# WHAT YOU HAVE TO DO:
Nothing but the text should be carried over: reproduce all the data exactly and leave out every image.

# RAW DATA:
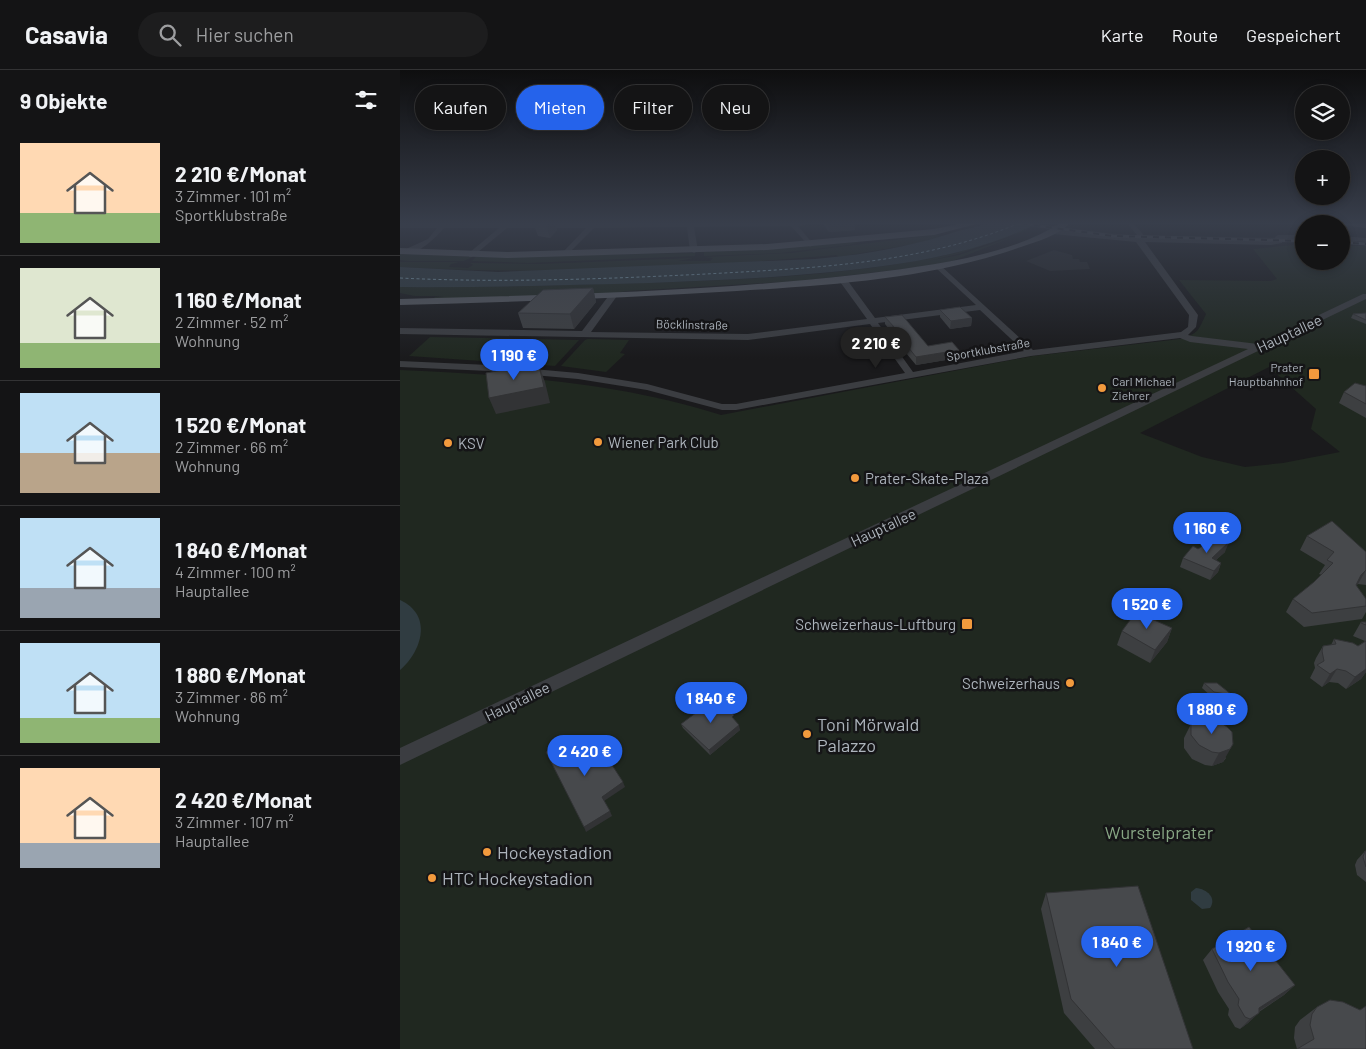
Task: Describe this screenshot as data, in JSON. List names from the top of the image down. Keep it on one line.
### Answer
{"streets":{"street":["Böcklinstraße","Hauptallee","Sportklubstraße"]},"crossings":[["Hauptallee","Sportklubstraße"]],"parks":["Wurstelprater"],"places":{"transit":["Prater Hauptbahnhof","Schweizerhaus-Luftburg"],"other":["Carl Michael Ziehrer","Wiener Park Club","KSV","Prater-Skate-Plaza","Schweizerhaus","Toni Mörwald Palazzo","Hockeystadion","HTC Hockeystadion"]},"page":{"header":"Casavia","search":"Hier suchen","nav":["Karte","Route","Gespeichert"],"heading":"9 Objekte","map_buttons":["+","−"],"chip":["Kaufen","Mieten","Filter","Neu"],"list":[{"name":"2 210 €/Monat","note":"3 Zimmer · 101 m² · Sportklubstraße"},{"name":"1 160 €/Monat","note":"2 Zimmer · 52 m² · Wohnung"},{"name":"1 520 €/Monat","note":"2 Zimmer · 66 m² · Wohnung"},{"name":"1 840 €/Monat","note":"4 Zimmer · 100 m² · Hauptallee"},{"name":"1 880 €/Monat","note":"3 Zimmer · 86 m² · Wohnung"},{"name":"2 420 €/Monat","note":"3 Zimmer · 107 m² · Hauptallee"}],"price":["2 210 €","1 190 €","1 160 €","1 520 €","1 840 €","1 880 €","2 420 €","1 840 €","1 920 €"]}}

# TASK ANSWER:
Task: Describe this screenshot as data, in JSON. List names from the top of the image down. Keep it on one line.
### Answer
{"streets":{"street":["Böcklinstraße","Hauptallee","Sportklubstraße"]},"crossings":[["Hauptallee","Sportklubstraße"]],"parks":["Wurstelprater"],"places":{"transit":["Prater Hauptbahnhof","Schweizerhaus-Luftburg"],"other":["Carl Michael Ziehrer","Wiener Park Club","KSV","Prater-Skate-Plaza","Schweizerhaus","Toni Mörwald Palazzo","Hockeystadion","HTC Hockeystadion"]},"page":{"header":"Casavia","search":"Hier suchen","nav":["Karte","Route","Gespeichert"],"heading":"9 Objekte","map_buttons":["+","−"],"chip":["Kaufen","Mieten","Filter","Neu"],"list":[{"name":"2 210 €/Monat","note":"3 Zimmer · 101 m² · Sportklubstraße"},{"name":"1 160 €/Monat","note":"2 Zimmer · 52 m² · Wohnung"},{"name":"1 520 €/Monat","note":"2 Zimmer · 66 m² · Wohnung"},{"name":"1 840 €/Monat","note":"4 Zimmer · 100 m² · Hauptallee"},{"name":"1 880 €/Monat","note":"3 Zimmer · 86 m² · Wohnung"},{"name":"2 420 €/Monat","note":"3 Zimmer · 107 m² · Hauptallee"}],"price":["2 210 €","1 190 €","1 160 €","1 520 €","1 840 €","1 880 €","2 420 €","1 840 €","1 920 €"]}}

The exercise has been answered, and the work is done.